Material supplied ▸
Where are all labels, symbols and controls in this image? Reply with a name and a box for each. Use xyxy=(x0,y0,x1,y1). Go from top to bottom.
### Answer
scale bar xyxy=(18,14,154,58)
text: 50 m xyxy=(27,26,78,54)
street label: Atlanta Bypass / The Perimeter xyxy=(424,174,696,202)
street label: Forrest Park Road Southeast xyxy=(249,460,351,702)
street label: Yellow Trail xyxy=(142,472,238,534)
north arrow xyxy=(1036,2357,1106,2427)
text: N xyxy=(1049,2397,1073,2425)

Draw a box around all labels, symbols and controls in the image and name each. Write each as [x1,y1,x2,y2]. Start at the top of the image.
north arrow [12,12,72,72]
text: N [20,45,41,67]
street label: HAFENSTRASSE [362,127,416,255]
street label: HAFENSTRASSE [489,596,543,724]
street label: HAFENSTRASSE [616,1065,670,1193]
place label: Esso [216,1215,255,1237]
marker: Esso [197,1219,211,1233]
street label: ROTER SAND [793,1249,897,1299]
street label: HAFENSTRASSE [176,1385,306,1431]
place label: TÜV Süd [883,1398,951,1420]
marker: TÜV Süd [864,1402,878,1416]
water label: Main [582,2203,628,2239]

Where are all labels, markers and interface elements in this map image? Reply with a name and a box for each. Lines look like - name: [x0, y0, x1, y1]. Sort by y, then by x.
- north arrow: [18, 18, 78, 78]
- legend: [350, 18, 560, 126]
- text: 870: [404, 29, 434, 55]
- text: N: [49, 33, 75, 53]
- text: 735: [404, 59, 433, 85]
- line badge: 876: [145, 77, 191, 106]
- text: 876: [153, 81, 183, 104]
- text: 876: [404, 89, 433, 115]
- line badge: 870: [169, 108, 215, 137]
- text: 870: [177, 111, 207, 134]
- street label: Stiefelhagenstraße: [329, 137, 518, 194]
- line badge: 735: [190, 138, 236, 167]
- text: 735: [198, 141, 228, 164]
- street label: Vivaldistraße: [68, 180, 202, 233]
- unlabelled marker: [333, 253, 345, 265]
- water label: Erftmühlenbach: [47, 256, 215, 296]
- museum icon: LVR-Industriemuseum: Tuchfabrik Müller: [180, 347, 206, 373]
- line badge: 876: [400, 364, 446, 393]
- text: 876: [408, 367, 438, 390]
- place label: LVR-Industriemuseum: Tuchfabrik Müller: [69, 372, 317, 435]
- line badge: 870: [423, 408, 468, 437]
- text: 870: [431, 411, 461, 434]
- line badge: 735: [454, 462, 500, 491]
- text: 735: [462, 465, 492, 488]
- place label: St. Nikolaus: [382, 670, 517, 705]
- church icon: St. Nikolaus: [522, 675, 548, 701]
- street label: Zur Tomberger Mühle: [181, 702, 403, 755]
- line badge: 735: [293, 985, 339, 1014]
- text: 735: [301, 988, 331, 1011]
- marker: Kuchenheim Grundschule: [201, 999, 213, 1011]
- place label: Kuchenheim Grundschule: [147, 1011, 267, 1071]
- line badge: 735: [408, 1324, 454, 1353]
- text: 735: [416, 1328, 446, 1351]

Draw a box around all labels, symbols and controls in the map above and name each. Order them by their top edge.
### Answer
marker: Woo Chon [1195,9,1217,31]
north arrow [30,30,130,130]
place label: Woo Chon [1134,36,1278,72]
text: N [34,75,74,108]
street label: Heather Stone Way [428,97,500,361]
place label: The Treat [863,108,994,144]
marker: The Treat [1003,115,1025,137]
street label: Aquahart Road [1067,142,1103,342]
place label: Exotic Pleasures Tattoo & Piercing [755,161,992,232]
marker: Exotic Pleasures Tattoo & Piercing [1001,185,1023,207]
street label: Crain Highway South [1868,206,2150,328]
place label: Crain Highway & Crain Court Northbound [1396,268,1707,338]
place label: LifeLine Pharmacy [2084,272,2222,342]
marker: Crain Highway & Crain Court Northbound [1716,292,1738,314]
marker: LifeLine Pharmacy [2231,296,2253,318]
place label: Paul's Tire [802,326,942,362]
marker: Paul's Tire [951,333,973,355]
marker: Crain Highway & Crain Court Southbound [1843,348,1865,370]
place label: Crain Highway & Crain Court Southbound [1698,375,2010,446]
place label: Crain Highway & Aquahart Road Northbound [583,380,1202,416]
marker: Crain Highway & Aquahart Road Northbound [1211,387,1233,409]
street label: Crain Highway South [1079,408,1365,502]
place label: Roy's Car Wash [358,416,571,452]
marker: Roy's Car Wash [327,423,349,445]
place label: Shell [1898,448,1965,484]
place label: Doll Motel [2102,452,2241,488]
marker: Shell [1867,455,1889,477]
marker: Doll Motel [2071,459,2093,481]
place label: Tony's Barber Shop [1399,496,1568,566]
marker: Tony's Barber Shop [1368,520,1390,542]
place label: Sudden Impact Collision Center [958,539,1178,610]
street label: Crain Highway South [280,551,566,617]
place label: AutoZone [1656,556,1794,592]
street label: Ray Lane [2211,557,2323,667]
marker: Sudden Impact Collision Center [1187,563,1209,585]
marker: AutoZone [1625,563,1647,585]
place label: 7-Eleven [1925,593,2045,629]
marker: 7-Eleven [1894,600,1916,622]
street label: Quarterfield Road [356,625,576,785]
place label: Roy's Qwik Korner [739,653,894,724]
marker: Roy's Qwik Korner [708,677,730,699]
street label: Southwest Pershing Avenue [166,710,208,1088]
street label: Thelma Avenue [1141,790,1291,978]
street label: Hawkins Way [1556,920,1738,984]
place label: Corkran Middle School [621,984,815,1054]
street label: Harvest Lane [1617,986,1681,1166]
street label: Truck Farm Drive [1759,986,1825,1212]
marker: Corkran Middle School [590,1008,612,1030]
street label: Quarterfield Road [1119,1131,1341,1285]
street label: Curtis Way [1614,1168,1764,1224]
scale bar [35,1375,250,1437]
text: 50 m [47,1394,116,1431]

What you will do ▸
The expected output is each line of the records above that includes the word "Northbound".

Written reply ▸
place label: Crain Highway & Crain Court Northbound [1396,268,1707,338]
marker: Crain Highway & Crain Court Northbound [1716,292,1738,314]
place label: Crain Highway & Aquahart Road Northbound [583,380,1202,416]
marker: Crain Highway & Aquahart Road Northbound [1211,387,1233,409]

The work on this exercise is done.